=== Task prompt ===
Each of the entries should be retyped precisely as it appears.

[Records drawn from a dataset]
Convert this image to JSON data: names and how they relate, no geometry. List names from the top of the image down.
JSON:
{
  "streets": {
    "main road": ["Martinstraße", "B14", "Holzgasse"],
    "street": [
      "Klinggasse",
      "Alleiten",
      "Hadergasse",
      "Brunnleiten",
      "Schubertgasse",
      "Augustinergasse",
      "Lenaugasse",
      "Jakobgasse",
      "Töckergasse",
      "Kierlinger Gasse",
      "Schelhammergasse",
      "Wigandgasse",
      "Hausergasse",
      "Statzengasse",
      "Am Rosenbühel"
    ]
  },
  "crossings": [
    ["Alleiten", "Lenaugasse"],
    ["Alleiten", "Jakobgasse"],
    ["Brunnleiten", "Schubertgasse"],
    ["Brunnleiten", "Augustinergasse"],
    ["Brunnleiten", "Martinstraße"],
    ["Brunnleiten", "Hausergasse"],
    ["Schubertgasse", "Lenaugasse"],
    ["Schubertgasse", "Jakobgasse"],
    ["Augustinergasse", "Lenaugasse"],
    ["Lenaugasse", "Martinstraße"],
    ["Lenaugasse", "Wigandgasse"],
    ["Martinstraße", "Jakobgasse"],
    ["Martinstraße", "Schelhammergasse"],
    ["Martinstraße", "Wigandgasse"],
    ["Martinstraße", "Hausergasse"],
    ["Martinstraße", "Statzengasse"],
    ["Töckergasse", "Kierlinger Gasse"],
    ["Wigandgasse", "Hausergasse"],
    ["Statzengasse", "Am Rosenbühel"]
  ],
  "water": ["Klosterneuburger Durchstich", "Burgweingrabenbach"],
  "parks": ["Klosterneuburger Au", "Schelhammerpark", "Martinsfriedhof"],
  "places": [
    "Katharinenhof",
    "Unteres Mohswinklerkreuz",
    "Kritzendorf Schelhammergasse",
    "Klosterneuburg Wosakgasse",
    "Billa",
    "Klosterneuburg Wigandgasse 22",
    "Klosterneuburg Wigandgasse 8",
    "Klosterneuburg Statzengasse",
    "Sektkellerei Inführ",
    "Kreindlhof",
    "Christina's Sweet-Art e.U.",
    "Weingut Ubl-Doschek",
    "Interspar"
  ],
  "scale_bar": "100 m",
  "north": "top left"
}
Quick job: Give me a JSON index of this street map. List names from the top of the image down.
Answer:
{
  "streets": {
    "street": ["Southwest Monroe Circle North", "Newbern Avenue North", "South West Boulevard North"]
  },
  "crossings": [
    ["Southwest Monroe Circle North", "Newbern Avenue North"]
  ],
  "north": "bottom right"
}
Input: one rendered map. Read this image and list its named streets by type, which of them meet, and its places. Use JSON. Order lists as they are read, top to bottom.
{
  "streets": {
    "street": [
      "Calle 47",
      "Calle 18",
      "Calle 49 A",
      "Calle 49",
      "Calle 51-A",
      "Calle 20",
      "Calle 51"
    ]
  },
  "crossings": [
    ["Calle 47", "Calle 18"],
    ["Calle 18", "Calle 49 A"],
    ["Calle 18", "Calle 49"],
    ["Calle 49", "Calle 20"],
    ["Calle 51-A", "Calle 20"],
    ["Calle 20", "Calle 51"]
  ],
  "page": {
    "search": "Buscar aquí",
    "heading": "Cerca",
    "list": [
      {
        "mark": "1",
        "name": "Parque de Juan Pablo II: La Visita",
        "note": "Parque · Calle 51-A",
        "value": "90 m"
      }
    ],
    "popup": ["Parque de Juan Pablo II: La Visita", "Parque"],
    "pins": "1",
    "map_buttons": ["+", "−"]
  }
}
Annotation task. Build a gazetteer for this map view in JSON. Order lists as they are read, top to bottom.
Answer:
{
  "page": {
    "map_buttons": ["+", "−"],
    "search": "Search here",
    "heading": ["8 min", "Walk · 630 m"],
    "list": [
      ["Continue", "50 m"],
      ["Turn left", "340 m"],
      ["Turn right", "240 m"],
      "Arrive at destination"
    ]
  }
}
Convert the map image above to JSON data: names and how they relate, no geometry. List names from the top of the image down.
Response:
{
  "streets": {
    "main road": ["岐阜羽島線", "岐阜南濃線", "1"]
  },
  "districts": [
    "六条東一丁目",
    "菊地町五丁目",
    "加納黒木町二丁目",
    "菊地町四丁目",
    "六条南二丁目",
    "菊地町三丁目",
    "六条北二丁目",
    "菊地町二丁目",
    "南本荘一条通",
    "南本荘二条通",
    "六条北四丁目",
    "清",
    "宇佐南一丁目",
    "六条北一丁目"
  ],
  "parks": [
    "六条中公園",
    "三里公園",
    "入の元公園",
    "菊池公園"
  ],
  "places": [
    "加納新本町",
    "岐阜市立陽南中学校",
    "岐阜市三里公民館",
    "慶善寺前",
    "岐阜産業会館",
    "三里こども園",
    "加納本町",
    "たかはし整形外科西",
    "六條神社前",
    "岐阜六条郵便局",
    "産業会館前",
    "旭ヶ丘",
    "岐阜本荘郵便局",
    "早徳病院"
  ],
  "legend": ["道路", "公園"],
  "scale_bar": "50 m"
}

=== Answer space ===
Convert this image to JSON data: names and how they relate, no geometry. List names from the top of the image down.
JSON:
{
  "streets": {
    "main road": ["Martinstraße", "B14", "Holzgasse"],
    "street": [
      "Klinggasse",
      "Alleiten",
      "Hadergasse",
      "Brunnleiten",
      "Schubertgasse",
      "Augustinergasse",
      "Lenaugasse",
      "Jakobgasse",
      "Töckergasse",
      "Kierlinger Gasse",
      "Schelhammergasse",
      "Wigandgasse",
      "Hausergasse",
      "Statzengasse",
      "Am Rosenbühel"
    ]
  },
  "crossings": [
    ["Alleiten", "Lenaugasse"],
    ["Alleiten", "Jakobgasse"],
    ["Brunnleiten", "Schubertgasse"],
    ["Brunnleiten", "Augustinergasse"],
    ["Brunnleiten", "Martinstraße"],
    ["Brunnleiten", "Hausergasse"],
    ["Schubertgasse", "Lenaugasse"],
    ["Schubertgasse", "Jakobgasse"],
    ["Augustinergasse", "Lenaugasse"],
    ["Lenaugasse", "Martinstraße"],
    ["Lenaugasse", "Wigandgasse"],
    ["Martinstraße", "Jakobgasse"],
    ["Martinstraße", "Schelhammergasse"],
    ["Martinstraße", "Wigandgasse"],
    ["Martinstraße", "Hausergasse"],
    ["Martinstraße", "Statzengasse"],
    ["Töckergasse", "Kierlinger Gasse"],
    ["Wigandgasse", "Hausergasse"],
    ["Statzengasse", "Am Rosenbühel"]
  ],
  "water": ["Klosterneuburger Durchstich", "Burgweingrabenbach"],
  "parks": ["Klosterneuburger Au", "Schelhammerpark", "Martinsfriedhof"],
  "places": [
    "Katharinenhof",
    "Unteres Mohswinklerkreuz",
    "Kritzendorf Schelhammergasse",
    "Klosterneuburg Wosakgasse",
    "Billa",
    "Klosterneuburg Wigandgasse 22",
    "Klosterneuburg Wigandgasse 8",
    "Klosterneuburg Statzengasse",
    "Sektkellerei Inführ",
    "Kreindlhof",
    "Christina's Sweet-Art e.U.",
    "Weingut Ubl-Doschek",
    "Interspar"
  ],
  "scale_bar": "100 m",
  "north": "top left"
}
Quick job: Give me a JSON index of this street map. List names from the top of the image down.
Answer:
{
  "streets": {
    "street": ["Southwest Monroe Circle North", "Newbern Avenue North", "South West Boulevard North"]
  },
  "crossings": [
    ["Southwest Monroe Circle North", "Newbern Avenue North"]
  ],
  "north": "bottom right"
}
Input: one rendered map. Read this image and list its named streets by type, which of them meet, and its places. Use JSON. Order lists as they are read, top to bottom.
{
  "streets": {
    "street": [
      "Calle 47",
      "Calle 18",
      "Calle 49 A",
      "Calle 49",
      "Calle 51-A",
      "Calle 20",
      "Calle 51"
    ]
  },
  "crossings": [
    ["Calle 47", "Calle 18"],
    ["Calle 18", "Calle 49 A"],
    ["Calle 18", "Calle 49"],
    ["Calle 49", "Calle 20"],
    ["Calle 51-A", "Calle 20"],
    ["Calle 20", "Calle 51"]
  ],
  "page": {
    "search": "Buscar aquí",
    "heading": "Cerca",
    "list": [
      {
        "mark": "1",
        "name": "Parque de Juan Pablo II: La Visita",
        "note": "Parque · Calle 51-A",
        "value": "90 m"
      }
    ],
    "popup": ["Parque de Juan Pablo II: La Visita", "Parque"],
    "pins": "1",
    "map_buttons": ["+", "−"]
  }
}
Annotation task. Build a gazetteer for this map view in JSON. Order lists as they are read, top to bottom.
Answer:
{
  "page": {
    "map_buttons": ["+", "−"],
    "search": "Search here",
    "heading": ["8 min", "Walk · 630 m"],
    "list": [
      ["Continue", "50 m"],
      ["Turn left", "340 m"],
      ["Turn right", "240 m"],
      "Arrive at destination"
    ]
  }
}
Convert the map image above to JSON data: names and how they relate, no geometry. List names from the top of the image down.
Response:
{
  "streets": {
    "main road": ["岐阜羽島線", "岐阜南濃線", "1"]
  },
  "districts": [
    "六条東一丁目",
    "菊地町五丁目",
    "加納黒木町二丁目",
    "菊地町四丁目",
    "六条南二丁目",
    "菊地町三丁目",
    "六条北二丁目",
    "菊地町二丁目",
    "南本荘一条通",
    "南本荘二条通",
    "六条北四丁目",
    "清",
    "宇佐南一丁目",
    "六条北一丁目"
  ],
  "parks": [
    "六条中公園",
    "三里公園",
    "入の元公園",
    "菊池公園"
  ],
  "places": [
    "加納新本町",
    "岐阜市立陽南中学校",
    "岐阜市三里公民館",
    "慶善寺前",
    "岐阜産業会館",
    "三里こども園",
    "加納本町",
    "たかはし整形外科西",
    "六條神社前",
    "岐阜六条郵便局",
    "産業会館前",
    "旭ヶ丘",
    "岐阜本荘郵便局",
    "早徳病院"
  ],
  "legend": ["道路", "公園"],
  "scale_bar": "50 m"
}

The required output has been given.